§ PROVIDED DATA
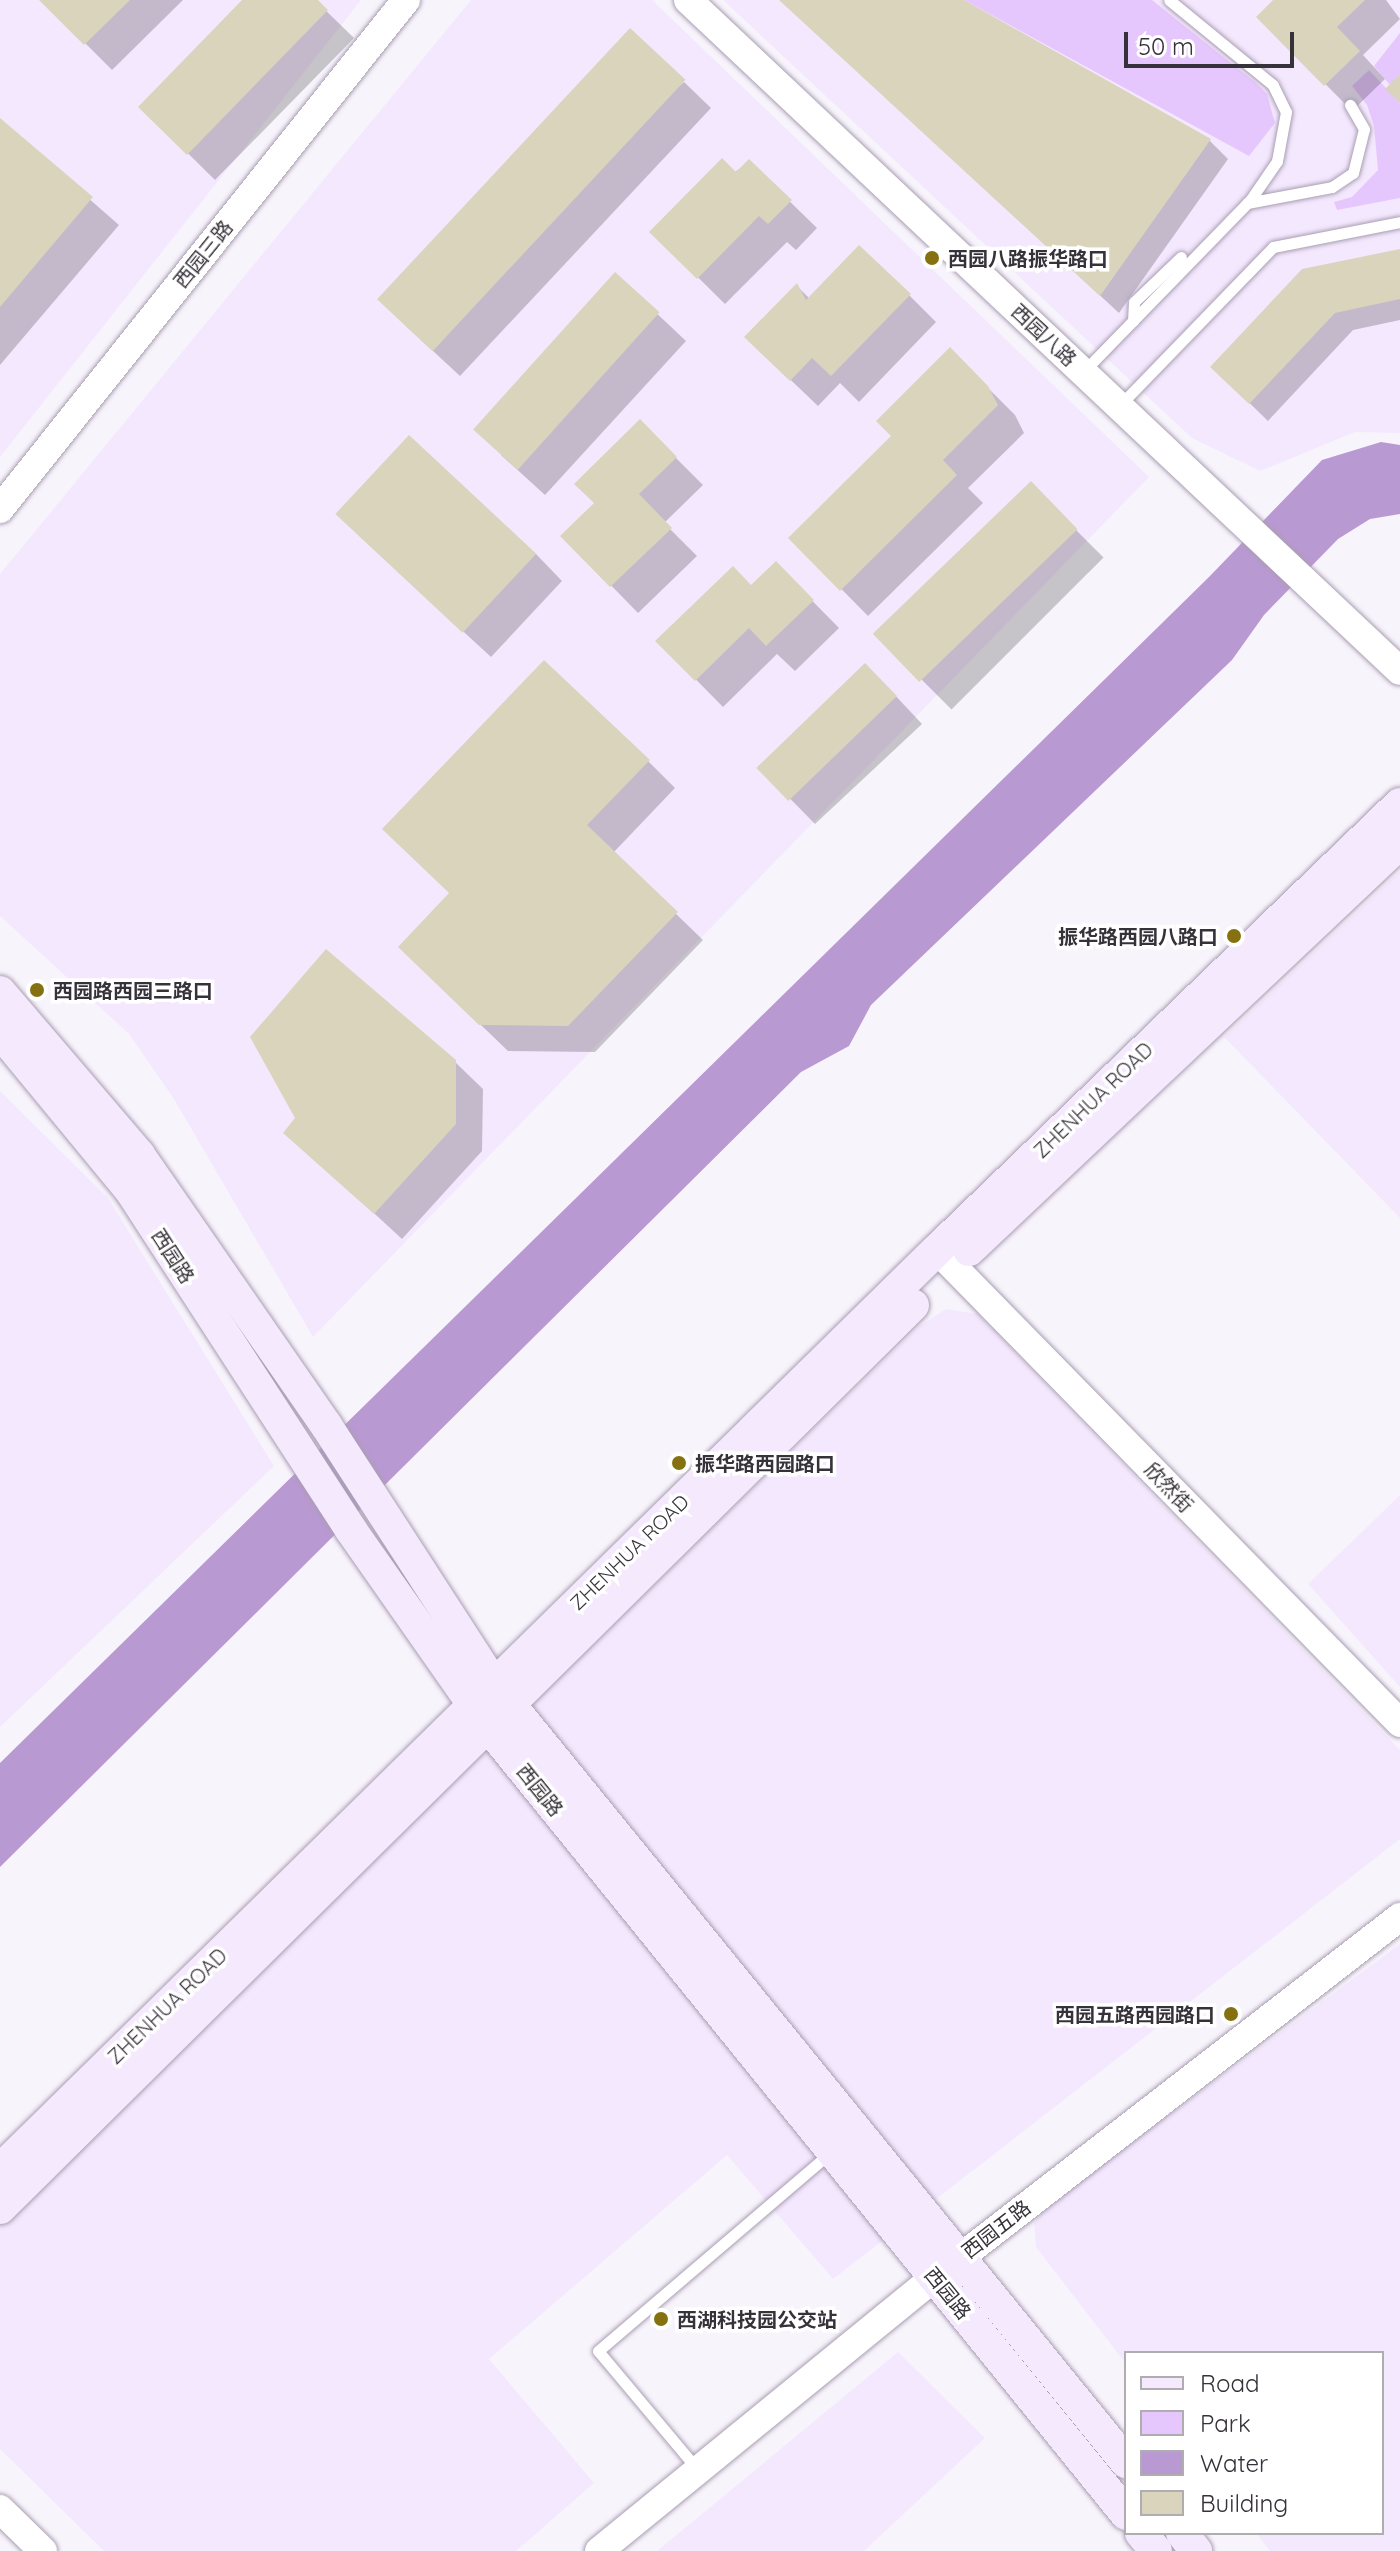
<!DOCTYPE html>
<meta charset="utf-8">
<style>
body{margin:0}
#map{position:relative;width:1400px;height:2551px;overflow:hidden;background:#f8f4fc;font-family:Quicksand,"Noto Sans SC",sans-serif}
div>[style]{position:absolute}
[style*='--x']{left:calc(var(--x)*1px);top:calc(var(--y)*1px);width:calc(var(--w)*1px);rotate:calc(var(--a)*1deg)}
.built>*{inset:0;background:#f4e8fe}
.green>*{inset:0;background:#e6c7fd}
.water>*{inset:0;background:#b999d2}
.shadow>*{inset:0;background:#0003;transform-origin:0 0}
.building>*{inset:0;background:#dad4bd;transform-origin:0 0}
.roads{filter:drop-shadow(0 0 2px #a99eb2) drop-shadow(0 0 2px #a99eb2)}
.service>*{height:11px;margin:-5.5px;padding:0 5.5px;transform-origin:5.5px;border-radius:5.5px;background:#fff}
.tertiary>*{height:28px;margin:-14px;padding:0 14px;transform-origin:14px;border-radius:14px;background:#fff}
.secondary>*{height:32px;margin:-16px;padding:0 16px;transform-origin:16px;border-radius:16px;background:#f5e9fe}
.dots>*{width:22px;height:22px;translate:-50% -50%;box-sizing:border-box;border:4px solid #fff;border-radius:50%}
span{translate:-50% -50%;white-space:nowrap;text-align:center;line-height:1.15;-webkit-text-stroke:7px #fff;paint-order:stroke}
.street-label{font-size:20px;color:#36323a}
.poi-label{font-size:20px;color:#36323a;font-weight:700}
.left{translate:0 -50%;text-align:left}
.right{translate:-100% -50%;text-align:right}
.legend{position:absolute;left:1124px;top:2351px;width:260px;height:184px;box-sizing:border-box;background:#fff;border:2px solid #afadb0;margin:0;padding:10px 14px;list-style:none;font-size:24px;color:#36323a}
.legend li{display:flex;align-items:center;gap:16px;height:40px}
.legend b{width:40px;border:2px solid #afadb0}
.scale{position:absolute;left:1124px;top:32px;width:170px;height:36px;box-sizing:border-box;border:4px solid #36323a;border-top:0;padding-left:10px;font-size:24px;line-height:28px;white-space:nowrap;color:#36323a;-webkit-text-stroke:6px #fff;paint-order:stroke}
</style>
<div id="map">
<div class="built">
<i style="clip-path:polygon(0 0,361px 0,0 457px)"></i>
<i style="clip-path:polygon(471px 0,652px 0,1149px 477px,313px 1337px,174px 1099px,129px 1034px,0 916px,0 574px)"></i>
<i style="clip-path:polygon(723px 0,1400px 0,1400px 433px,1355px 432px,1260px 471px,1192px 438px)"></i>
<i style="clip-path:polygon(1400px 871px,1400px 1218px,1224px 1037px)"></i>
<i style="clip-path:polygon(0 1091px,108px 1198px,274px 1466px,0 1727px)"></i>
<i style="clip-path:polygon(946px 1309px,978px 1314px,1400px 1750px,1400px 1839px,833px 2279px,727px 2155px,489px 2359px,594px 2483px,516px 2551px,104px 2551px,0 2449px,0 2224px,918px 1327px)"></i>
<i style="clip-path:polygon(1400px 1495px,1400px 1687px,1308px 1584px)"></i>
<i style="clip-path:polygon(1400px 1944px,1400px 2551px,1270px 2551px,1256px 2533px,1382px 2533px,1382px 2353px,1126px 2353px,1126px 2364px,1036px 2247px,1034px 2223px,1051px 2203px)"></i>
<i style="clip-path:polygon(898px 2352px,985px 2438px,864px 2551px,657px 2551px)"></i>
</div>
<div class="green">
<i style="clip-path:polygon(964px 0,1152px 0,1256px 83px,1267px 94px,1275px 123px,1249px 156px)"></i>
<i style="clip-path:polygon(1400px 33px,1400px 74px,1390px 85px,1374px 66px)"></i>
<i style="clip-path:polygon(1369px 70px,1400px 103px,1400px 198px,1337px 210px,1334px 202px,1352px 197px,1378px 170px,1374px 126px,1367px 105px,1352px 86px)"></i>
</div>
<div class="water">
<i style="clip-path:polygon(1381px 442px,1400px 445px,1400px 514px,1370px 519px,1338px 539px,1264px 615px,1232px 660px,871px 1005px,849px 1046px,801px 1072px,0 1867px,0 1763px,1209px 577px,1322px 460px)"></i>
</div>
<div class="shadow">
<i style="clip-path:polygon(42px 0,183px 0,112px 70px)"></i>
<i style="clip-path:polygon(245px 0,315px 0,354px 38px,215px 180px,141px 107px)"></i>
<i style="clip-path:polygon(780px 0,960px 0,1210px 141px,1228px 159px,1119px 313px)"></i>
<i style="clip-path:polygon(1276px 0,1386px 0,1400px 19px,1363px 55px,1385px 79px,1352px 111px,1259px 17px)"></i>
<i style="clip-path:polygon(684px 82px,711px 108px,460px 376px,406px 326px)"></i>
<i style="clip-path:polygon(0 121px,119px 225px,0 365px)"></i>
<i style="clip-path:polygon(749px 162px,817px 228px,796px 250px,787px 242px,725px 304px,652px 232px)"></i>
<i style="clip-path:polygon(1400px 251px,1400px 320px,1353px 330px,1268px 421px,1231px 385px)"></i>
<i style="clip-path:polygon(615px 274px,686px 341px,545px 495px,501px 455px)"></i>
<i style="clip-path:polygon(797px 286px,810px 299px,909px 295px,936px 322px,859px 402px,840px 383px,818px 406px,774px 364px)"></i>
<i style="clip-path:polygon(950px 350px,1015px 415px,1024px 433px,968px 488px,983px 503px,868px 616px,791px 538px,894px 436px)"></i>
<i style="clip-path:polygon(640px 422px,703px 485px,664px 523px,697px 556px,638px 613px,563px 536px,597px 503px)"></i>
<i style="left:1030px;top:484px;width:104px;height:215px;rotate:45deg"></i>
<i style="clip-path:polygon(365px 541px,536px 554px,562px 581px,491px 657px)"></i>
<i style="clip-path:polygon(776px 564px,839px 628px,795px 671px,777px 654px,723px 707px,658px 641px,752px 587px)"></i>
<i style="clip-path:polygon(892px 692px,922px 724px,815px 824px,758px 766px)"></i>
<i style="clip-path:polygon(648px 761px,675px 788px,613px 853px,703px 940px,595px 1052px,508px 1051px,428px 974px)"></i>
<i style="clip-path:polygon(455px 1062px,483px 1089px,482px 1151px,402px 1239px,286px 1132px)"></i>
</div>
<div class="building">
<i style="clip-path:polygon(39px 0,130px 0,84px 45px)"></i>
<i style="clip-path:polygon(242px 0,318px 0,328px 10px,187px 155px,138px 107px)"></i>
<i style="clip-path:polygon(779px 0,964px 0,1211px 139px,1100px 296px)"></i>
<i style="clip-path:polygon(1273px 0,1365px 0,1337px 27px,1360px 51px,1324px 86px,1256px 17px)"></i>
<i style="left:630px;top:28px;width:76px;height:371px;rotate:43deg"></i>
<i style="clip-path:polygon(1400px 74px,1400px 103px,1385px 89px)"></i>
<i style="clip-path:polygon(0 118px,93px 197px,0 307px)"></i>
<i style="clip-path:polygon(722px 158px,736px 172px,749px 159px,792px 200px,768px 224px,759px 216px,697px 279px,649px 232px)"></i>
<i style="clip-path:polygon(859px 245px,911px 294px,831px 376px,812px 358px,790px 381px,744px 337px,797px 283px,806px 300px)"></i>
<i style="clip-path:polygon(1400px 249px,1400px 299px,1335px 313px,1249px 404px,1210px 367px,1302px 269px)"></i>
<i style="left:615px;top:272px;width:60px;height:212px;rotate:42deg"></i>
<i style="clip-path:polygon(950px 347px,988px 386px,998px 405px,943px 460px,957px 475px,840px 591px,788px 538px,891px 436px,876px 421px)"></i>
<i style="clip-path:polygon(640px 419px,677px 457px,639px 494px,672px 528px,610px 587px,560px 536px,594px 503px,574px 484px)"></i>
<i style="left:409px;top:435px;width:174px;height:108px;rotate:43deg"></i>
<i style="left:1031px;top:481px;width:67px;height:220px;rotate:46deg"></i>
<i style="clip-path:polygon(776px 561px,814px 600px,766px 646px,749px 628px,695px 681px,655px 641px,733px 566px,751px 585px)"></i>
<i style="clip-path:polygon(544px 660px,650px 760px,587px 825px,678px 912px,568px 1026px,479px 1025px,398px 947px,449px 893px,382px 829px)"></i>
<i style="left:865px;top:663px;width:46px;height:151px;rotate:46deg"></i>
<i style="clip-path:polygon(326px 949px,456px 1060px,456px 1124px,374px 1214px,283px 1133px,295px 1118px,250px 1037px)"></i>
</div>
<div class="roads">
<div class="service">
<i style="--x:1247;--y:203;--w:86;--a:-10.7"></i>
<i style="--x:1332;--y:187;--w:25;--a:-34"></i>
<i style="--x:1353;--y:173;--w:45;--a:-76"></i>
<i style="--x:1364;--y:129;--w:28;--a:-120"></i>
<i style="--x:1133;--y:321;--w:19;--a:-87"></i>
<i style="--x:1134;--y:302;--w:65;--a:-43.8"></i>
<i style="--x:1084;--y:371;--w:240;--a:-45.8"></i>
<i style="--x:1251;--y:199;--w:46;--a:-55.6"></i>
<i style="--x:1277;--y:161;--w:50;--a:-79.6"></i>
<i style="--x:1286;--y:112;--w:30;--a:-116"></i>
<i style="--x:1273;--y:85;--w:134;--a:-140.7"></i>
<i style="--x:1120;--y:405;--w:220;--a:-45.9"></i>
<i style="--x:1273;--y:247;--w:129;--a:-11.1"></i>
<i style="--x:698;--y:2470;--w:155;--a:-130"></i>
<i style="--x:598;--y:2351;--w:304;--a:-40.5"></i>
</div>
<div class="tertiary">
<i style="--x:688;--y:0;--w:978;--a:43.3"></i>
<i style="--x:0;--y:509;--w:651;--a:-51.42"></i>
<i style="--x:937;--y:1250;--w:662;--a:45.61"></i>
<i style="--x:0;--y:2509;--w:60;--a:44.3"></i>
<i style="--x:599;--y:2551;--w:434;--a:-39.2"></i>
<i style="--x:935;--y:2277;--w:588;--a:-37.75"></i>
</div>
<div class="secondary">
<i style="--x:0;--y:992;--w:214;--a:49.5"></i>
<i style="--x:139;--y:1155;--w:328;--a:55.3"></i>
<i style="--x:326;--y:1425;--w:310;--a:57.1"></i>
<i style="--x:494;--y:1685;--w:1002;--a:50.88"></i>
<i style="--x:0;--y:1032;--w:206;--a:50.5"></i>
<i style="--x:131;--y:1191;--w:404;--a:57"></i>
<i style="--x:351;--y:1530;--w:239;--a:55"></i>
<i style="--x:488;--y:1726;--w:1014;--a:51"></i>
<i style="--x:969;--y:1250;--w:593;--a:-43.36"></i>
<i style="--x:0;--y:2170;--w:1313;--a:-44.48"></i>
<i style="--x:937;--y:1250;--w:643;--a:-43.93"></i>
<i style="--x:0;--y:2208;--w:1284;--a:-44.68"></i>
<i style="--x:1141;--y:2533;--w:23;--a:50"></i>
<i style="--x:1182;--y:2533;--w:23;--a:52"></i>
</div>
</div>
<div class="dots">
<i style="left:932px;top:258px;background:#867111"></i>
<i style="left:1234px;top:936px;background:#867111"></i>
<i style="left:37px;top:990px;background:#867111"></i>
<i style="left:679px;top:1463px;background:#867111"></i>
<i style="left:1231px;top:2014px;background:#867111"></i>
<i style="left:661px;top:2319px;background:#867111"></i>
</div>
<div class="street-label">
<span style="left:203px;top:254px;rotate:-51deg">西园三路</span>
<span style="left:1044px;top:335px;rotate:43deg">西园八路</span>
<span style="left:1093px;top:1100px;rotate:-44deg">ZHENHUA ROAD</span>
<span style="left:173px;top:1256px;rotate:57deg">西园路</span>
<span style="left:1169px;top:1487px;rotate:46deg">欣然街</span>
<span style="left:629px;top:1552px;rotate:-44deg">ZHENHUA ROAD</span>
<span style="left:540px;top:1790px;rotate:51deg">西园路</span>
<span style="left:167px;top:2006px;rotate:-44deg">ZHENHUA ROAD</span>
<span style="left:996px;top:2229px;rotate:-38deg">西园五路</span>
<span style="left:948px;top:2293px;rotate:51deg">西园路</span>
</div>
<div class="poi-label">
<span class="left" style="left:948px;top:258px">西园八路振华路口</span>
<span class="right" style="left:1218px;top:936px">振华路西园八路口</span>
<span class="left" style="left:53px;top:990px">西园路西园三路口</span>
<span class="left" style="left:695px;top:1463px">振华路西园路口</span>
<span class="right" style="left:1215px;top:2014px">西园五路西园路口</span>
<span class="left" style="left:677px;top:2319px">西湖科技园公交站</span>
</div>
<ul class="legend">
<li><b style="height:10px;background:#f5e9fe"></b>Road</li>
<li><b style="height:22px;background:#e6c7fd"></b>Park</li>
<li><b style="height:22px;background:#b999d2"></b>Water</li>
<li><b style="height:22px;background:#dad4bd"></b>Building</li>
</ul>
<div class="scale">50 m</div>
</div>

§ EXERCISE GOAL
What should be set down is every line from the opening of the records through the line that contains "2px #a99eb2) drop-shadow(0", exactly, with pictures left out.

§ WRITTEN ANSWER
<!DOCTYPE html>
<meta charset="utf-8">
<style>
body{margin:0}
#map{position:relative;width:1400px;height:2551px;overflow:hidden;background:#f8f4fc;font-family:Quicksand,"Noto Sans SC",sans-serif}
div>[style]{position:absolute}
[style*='--x']{left:calc(var(--x)*1px);top:calc(var(--y)*1px);width:calc(var(--w)*1px);rotate:calc(var(--a)*1deg)}
.built>*{inset:0;background:#f4e8fe}
.green>*{inset:0;background:#e6c7fd}
.water>*{inset:0;background:#b999d2}
.shadow>*{inset:0;background:#0003;transform-origin:0 0}
.building>*{inset:0;background:#dad4bd;transform-origin:0 0}
.roads{filter:drop-shadow(0 0 2px #a99eb2) drop-shadow(0 0 2px #a99eb2)}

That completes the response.